The Linchpin of the Experience
Getting customers involved with digital features early is the key to success in the third stage of the ongoing onboarding process: digital engagement. This is the stage where financial institutions should use tool tips, pop-ups, insights, and gamification to suggest relevant digital features.
“If people have been customers for three months and they’re still not using something that you consider to be a linchpin of your digital experience, maybe it’s time to suggest things like budgeting tools or mobile deposit,” Magana said. “You don’t want people to have to hack through a bunch of pop ups like it’s some sort of virus-laden website, but just nudge people to use tools that you think are important to the digital experience.”
This experience should include ways for customers to improve their overall digital financial fitness. According to Javelin, many consumers strongly agree that their primary financial institution offers the tools they need for day-to-day banking. However, fewer agree that their primary financial institution helps them plan ahead.
This highlights the importance of offering a financial strategy built on digital engagement, which is essential for building both share of mind and share of wallet.
“Speaking of share of wallet, in this stage it could be about becoming the default card for online merchants and subscriptions,” Magana said. “For example, we’re going to offer you this link and it will take you to a sign-in page for Amazon. Once you sign in, it will offer to make our card your default card at that merchant, so that every time you make a purchase there, we’re the one making the interchange revenue.”
This is a similar strategy that credit card companies use with rewards, but credit card issuers can offer a much broader range of travel and cash back incentives. Debit card rewards tend to be more specific, such as 5% back at select retailers. While these rewards can drive strong engagement, the results will vary depending on how relevant the offering is to customers.
Driving Relevance
Staying relevant to customers is the primary goal of the final stage of the ongoing onboarding process: building advice-driven relationships.
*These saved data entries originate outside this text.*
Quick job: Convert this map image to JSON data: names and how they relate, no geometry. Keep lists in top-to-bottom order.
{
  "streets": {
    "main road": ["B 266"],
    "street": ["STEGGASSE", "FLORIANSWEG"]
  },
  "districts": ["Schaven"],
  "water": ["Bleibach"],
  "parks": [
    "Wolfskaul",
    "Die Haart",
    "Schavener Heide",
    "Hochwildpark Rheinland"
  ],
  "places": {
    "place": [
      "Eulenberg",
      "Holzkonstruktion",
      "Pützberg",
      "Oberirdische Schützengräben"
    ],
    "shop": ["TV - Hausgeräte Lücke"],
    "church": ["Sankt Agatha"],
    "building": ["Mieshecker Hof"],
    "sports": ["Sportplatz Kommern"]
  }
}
This stage brings the ongoing aspect of the ongoing onboarding theory into focus, as users are now well-established with the financial institution.
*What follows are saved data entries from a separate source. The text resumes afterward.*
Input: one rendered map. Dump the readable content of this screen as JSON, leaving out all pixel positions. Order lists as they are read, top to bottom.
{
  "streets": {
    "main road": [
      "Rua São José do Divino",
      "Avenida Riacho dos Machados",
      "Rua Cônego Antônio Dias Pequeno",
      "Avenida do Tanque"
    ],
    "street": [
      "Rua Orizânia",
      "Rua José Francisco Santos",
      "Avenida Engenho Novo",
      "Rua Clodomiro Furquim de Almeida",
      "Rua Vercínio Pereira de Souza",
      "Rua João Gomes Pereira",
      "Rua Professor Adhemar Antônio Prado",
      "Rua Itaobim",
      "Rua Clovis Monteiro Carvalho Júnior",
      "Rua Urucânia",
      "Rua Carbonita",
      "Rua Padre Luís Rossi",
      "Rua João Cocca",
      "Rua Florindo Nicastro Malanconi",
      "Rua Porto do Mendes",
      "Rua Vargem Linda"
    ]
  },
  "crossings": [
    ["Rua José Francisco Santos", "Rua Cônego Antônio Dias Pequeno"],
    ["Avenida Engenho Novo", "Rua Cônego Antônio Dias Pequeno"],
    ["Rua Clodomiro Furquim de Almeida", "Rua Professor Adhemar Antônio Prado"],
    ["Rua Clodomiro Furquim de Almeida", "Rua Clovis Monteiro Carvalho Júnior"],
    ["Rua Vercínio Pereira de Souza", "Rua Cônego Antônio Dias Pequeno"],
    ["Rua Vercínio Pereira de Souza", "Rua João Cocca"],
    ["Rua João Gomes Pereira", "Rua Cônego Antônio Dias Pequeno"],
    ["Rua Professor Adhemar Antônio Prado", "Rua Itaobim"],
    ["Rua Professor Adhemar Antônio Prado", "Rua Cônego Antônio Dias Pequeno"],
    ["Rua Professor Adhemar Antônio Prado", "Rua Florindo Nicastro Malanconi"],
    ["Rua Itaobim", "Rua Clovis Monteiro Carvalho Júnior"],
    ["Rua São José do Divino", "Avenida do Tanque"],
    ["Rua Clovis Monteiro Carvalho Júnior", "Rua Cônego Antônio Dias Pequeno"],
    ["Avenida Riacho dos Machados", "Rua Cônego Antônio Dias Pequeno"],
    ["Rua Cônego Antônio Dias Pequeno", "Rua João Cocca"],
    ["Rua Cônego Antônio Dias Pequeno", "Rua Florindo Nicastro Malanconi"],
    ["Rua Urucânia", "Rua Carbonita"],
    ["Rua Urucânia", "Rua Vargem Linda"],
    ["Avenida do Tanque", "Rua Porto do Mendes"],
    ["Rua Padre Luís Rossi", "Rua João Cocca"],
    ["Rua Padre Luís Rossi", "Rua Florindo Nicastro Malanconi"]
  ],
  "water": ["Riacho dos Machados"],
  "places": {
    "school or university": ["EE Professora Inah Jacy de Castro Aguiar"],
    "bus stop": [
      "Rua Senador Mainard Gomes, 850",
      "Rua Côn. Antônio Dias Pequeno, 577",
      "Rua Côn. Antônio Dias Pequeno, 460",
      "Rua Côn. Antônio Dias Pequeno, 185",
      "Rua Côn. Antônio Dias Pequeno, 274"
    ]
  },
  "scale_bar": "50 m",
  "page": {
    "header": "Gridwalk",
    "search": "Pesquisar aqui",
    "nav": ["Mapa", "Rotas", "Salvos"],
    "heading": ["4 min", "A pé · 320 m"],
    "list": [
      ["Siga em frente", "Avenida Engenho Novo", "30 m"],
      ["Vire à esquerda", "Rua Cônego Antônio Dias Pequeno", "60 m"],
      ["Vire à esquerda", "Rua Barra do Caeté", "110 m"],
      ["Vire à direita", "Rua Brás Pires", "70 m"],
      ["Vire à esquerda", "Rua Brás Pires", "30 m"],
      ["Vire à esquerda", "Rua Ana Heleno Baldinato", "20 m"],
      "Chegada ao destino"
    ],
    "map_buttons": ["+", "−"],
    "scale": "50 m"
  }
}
The goal is to provide consumers with tools that can improve their financial lives. This could include features they haven’t engaged with, such as mobile deposit, mobile wallets, paperless, bill pay, alerts, or aggregation.
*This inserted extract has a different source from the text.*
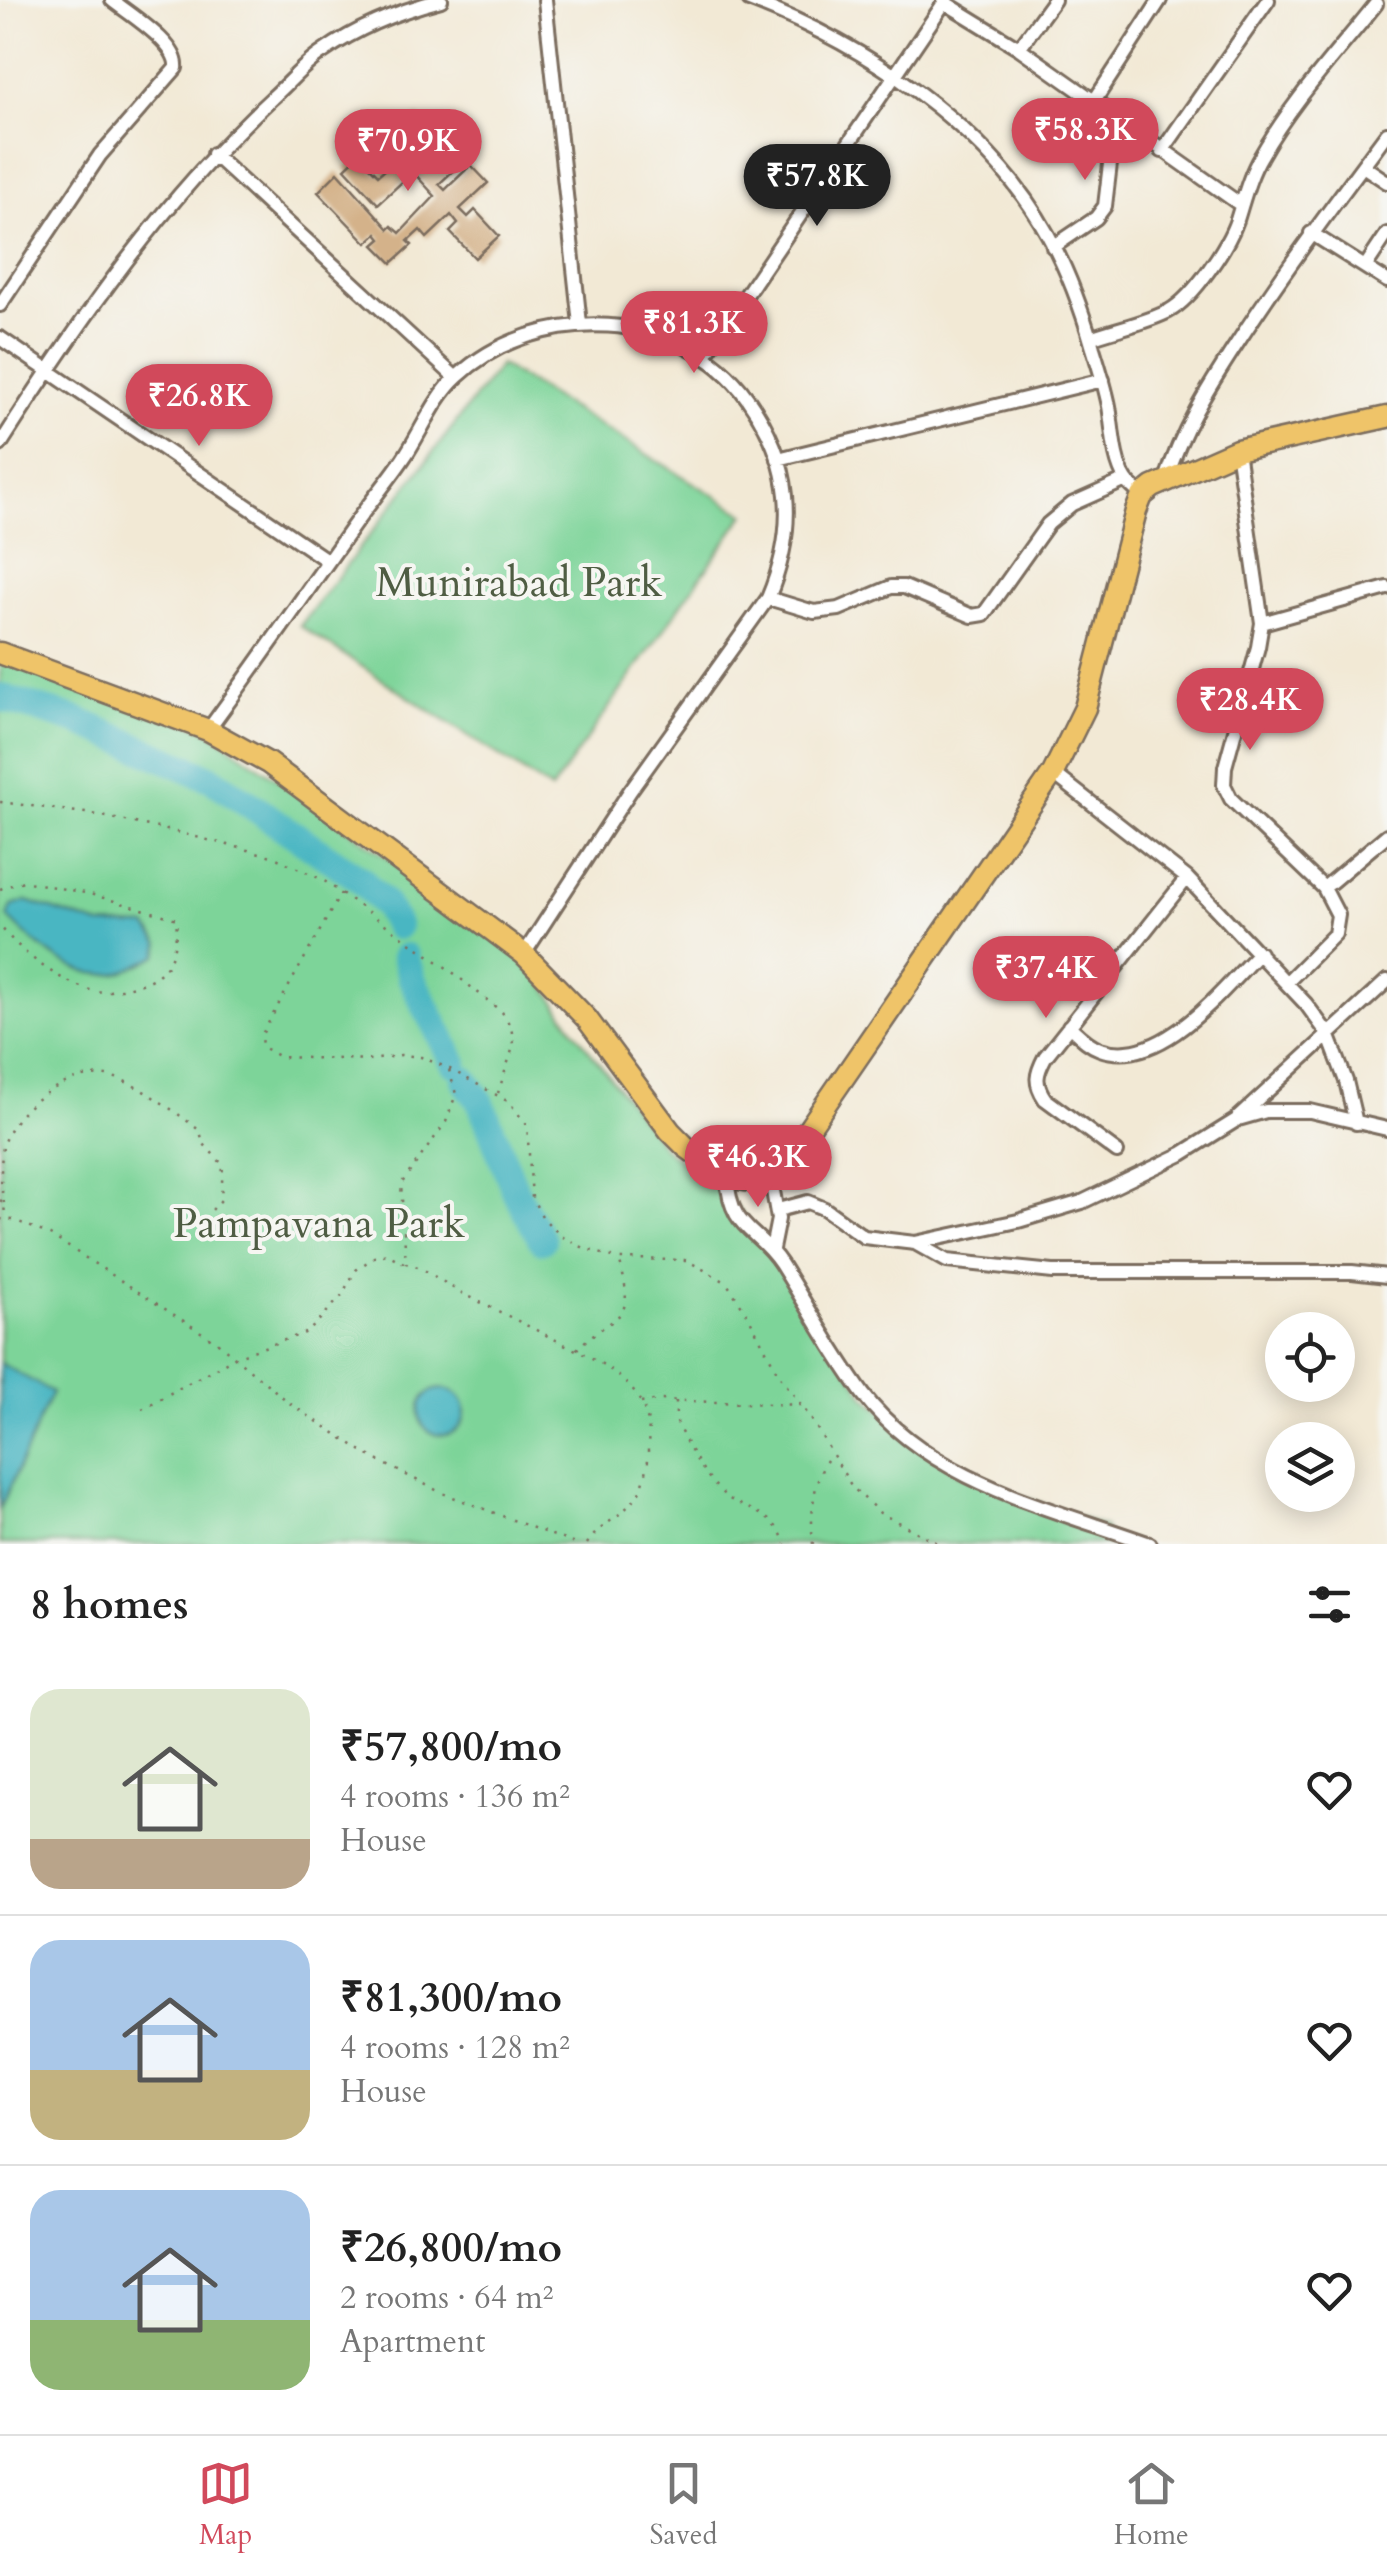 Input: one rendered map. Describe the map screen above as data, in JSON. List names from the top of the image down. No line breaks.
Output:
{"parks":["Munirabad Park","Pampavana Park"],"page":{"price":["₹58.3K","₹70.9K","₹57.8K","₹81.3K","₹26.8K","₹28.4K","₹37.4K","₹46.3K"],"heading":"8 homes","list":[{"name":"₹57,800/mo","note":"4 rooms · 136 m² · House"},{"name":"₹81,300/mo","note":"4 rooms · 128 m² · House"},{"name":"₹26,800/mo","note":"2 rooms · 64 m² · Apartment"}],"tabs":["Map","Saved","Home"]}}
Financial institutions should understand the areas of opportunity for their customers because they have a repository of data on customer preferences, which includes all interactions going back to the account opening stage.
Banks and credit unions can leverage this data to create personalized offers for new products and provide tailored suggestions for budgeting or changes in financial behavior.
“It’s the kind of stuff that takes a bank from being a tool for handling a customer’s money to a fiduciary partner that is in their corner,” Magana said. “They are offering insights that are relevant to customers that will help them move forward with their financial life. When a customer has a question, it’s making the institution the first place that they look and the mobile app the first way they interact.”